## EXTRACTED RECORDS
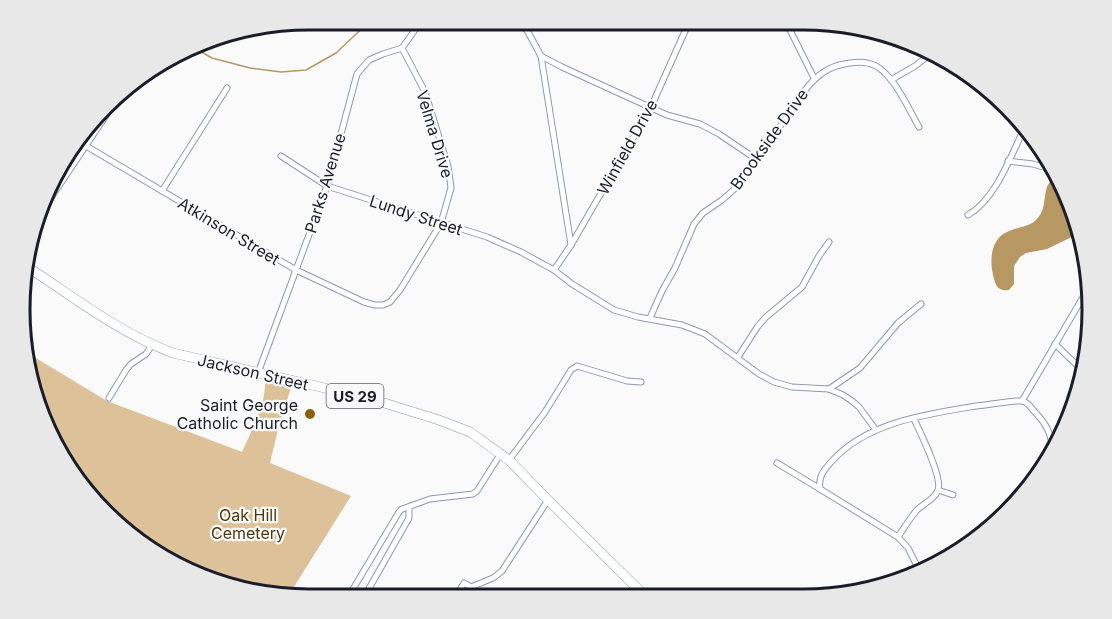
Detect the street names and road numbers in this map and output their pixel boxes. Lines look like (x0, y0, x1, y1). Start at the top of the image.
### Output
street label: Brookside Drive (726, 85, 812, 193)
street label: Velma Drive (412, 88, 458, 180)
street label: Winfield Drive (593, 96, 661, 198)
street label: Parks Avenue (300, 131, 350, 235)
street label: Lundy Street (367, 191, 465, 239)
street label: Atkinson Street (174, 193, 284, 269)
street label: Jackson Street (196, 350, 310, 394)
road number: US 29 (326, 384, 384, 408)

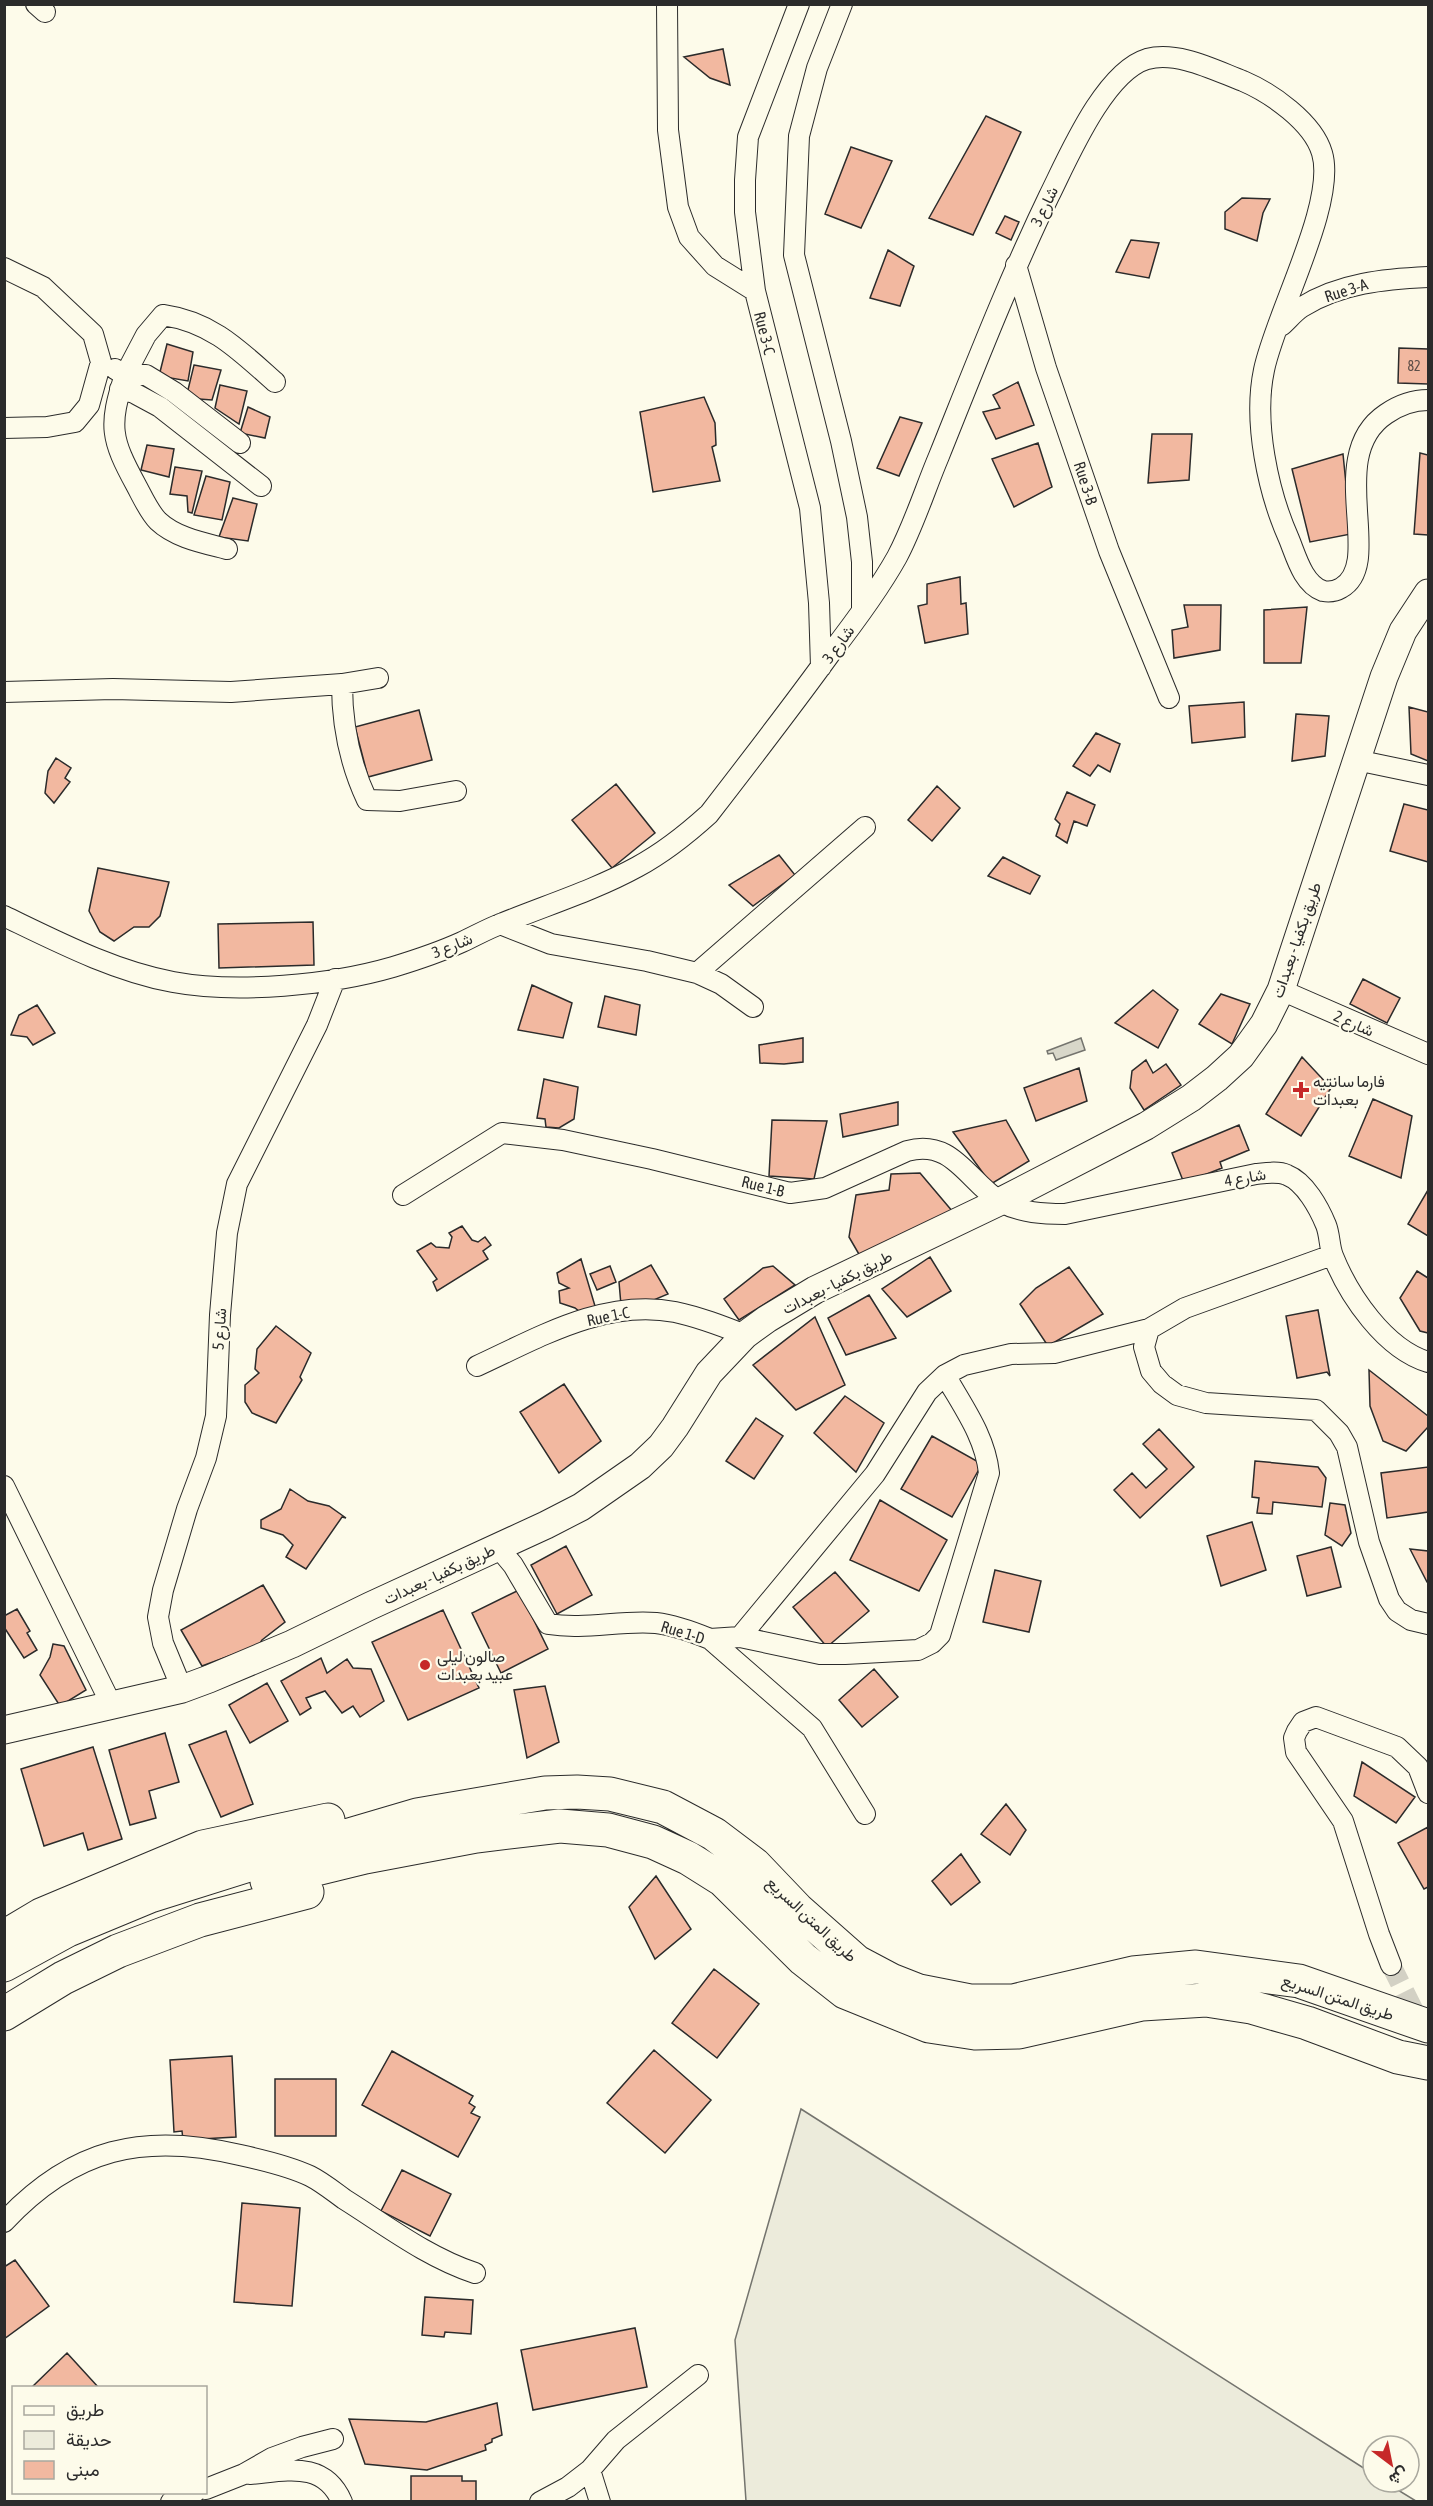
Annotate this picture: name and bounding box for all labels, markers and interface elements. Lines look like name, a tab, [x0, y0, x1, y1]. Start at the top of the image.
street label: شارع 3	[1027, 183, 1064, 230]
street label: Rue 3-A	[1322, 275, 1370, 305]
street label: Rue 3-C	[751, 310, 779, 356]
house number: 82	[1407, 358, 1421, 374]
street label: Rue 3-B	[1071, 459, 1102, 507]
street label: شارع 3	[818, 622, 860, 668]
street label: طريق بكفيا - بعبدات	[1268, 880, 1326, 1001]
street label: شارع 3	[429, 929, 476, 964]
street label: شارع 2	[1330, 1006, 1377, 1042]
place label: فارما سانتيه بعبدات	[1313, 1072, 1385, 1109]
marker: فارما سانتيه بعبدات	[1294, 1083, 1308, 1097]
street label: شارع 4	[1223, 1164, 1268, 1192]
street label: Rue 1-B	[740, 1172, 787, 1200]
street label: طريق بكفيا - بعبدات	[779, 1247, 896, 1319]
street label: Rue 1-C	[585, 1303, 631, 1329]
street label: شارع 5	[209, 1307, 232, 1351]
street label: طريق بكفيا - بعبدات	[380, 1540, 498, 1610]
street label: Rue 1-D	[659, 1617, 707, 1647]
place label: صالون ليلى عبيد بعبدات	[437, 1647, 513, 1684]
marker: صالون ليلى عبيد بعبدات	[418, 1658, 432, 1672]
street label: طريق المتن السريع	[761, 1873, 861, 1968]
street label: طريق المتن السريع	[1279, 1970, 1396, 2026]
legend	[12, 2386, 207, 2494]
text: طريق	[66, 2399, 104, 2421]
text: حديقة	[66, 2429, 112, 2450]
north arrow	[1361, 2434, 1421, 2494]
text: مبنى	[66, 2459, 100, 2481]
text: ش	[1385, 2463, 1412, 2489]

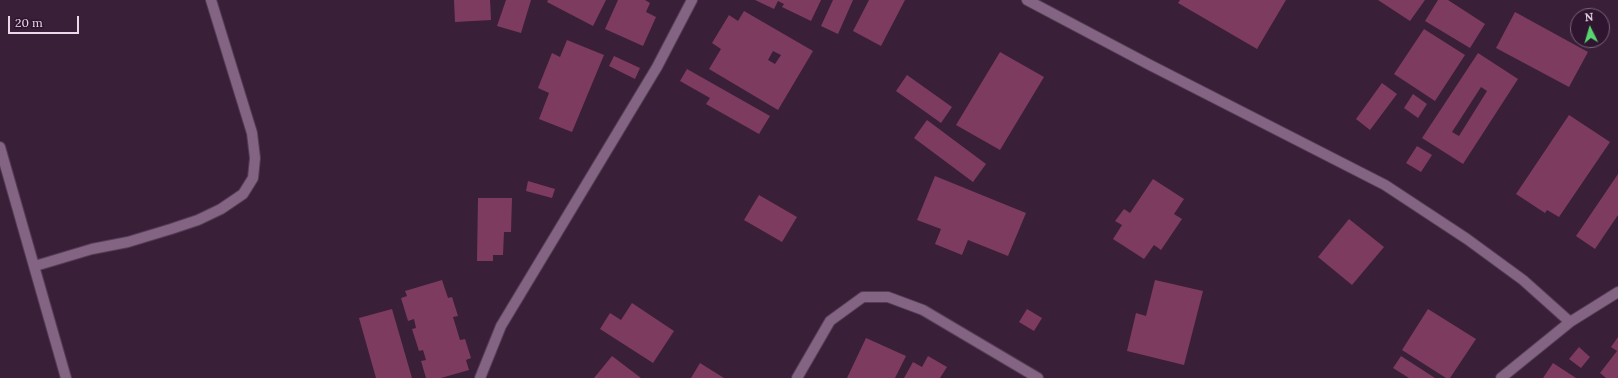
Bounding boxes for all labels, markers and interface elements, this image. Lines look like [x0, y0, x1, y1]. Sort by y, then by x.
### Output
scale bar [10, 8, 81, 34]
north arrow [1570, 8, 1610, 48]
text: N [1584, 10, 1594, 24]
text: 20 m [15, 15, 43, 30]

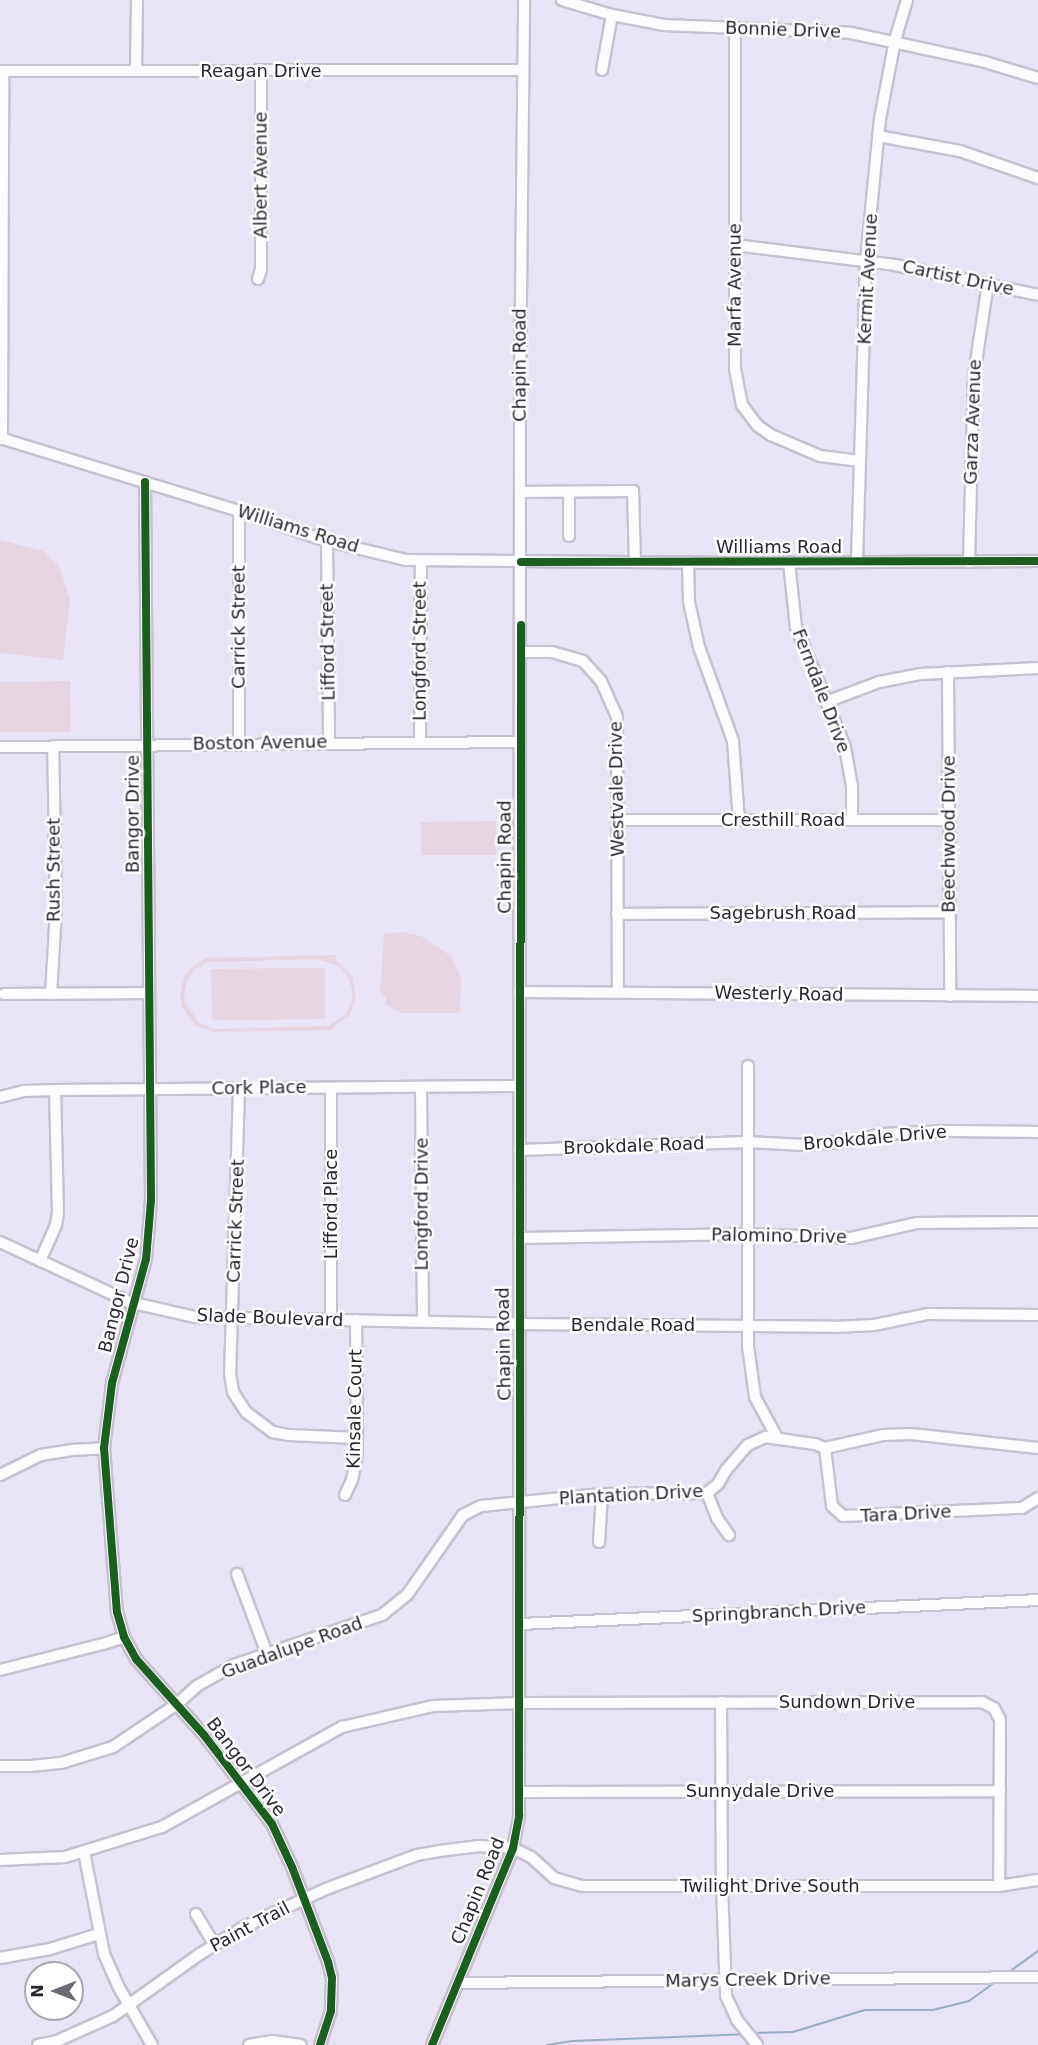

## TO DO
Starting with the line that holds "Bounding boxes for", print each line through the last one of the data exactly as written, but do not include the pictures.

## ANSWER BOX
Bounding boxes for all labels, markers and interface elements, this image. Lines look like [x0, y0, x1, y1]. Sort by y, then by x.
### Output
scale bar [10, 8, 81, 34]
north arrow [1570, 8, 1610, 48]
text: N [1584, 10, 1594, 24]
text: 20 m [15, 15, 43, 30]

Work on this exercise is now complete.